Day Three. Jay and his wife, Marj, returned to the Hotel Posada Señor Mañana from a month spent traipsing about mainland Mexico’s Pacific Coast. They would be in San Jose del Cabo for but a couple days, taking Prez Ja with them when they left. Of course, we went fishing. It was another day that promised perfection—the same light chop as the day previous, from the same sweet offshore breeze. The swell was almost imperceptible. We had a full tank of gas and a cooler full of what remained from the two dozen fresh ten-inch baby mackerels purchased from Ramone two days previous. The night before, while in that delicious state of almost sleep, I had conceived a double-hook rig with the idea of reducing the number of little mackerels with heads and no bodies which all too frequently was all that remained of our bait upon its retrieval. Whatever had been feasting on our fresh bait, they were very adept at avoiding the hook. Early on, Jay and I were getting strikes. We were still losing fish. The bait was being destroyed. Chomped on. Sawed in half. One time something had apparently come from behind, engulfing the whole fish including the first foot of 50-pound leader. We also lost a couple sierras boatside.
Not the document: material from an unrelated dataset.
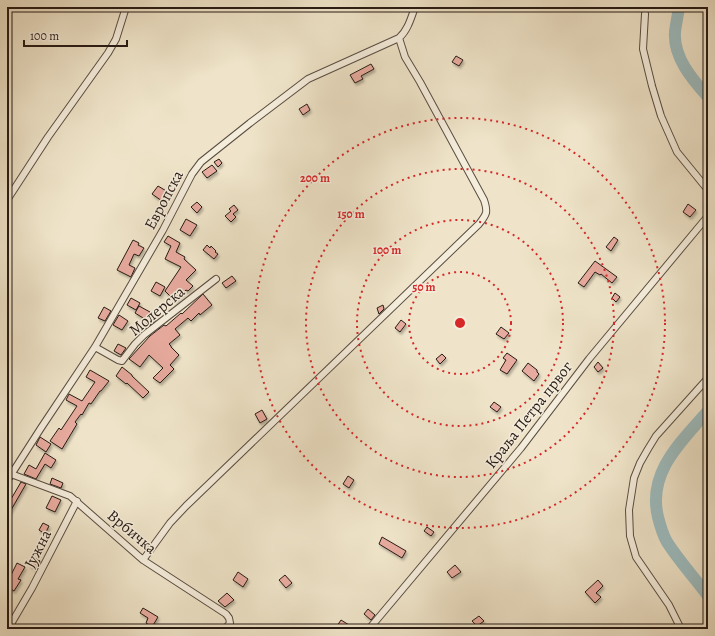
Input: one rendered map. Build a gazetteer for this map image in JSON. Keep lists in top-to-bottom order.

Also lost boatside was what we discerned to be a small marlin, the distinctive dorsal fin in display as it rolled on the surface after tossing the hook.
It was on Day Three I hooked my first dorado. It hit hard and, as Paco says, the reel began to make music. The line was disappearing so fast that I was forced to hand over the pole to Jay while I restarted the outboard in order to give chase. Jay began to recover line. Fifty meters out the dorado broke the surface, splashing in the sun’s glaring reflection. Jay maneuvered the fish near to the boat, where it began a series of leaps, jumping completely out of the water, in a frantic attempt to shake the hook. It dove for the bottom. The line zinged through the water. Again it was coaxed upward, the luminescent greens and yellows of the dorado’s body shimmered under the surface. With a quick forceful jerk of the gaff, the dorado was flopping in the bottom of the boat. My first dorado — a team effort.
Even though by morning’s end we had but one fish in the fish bag, the bag had never seemed so full.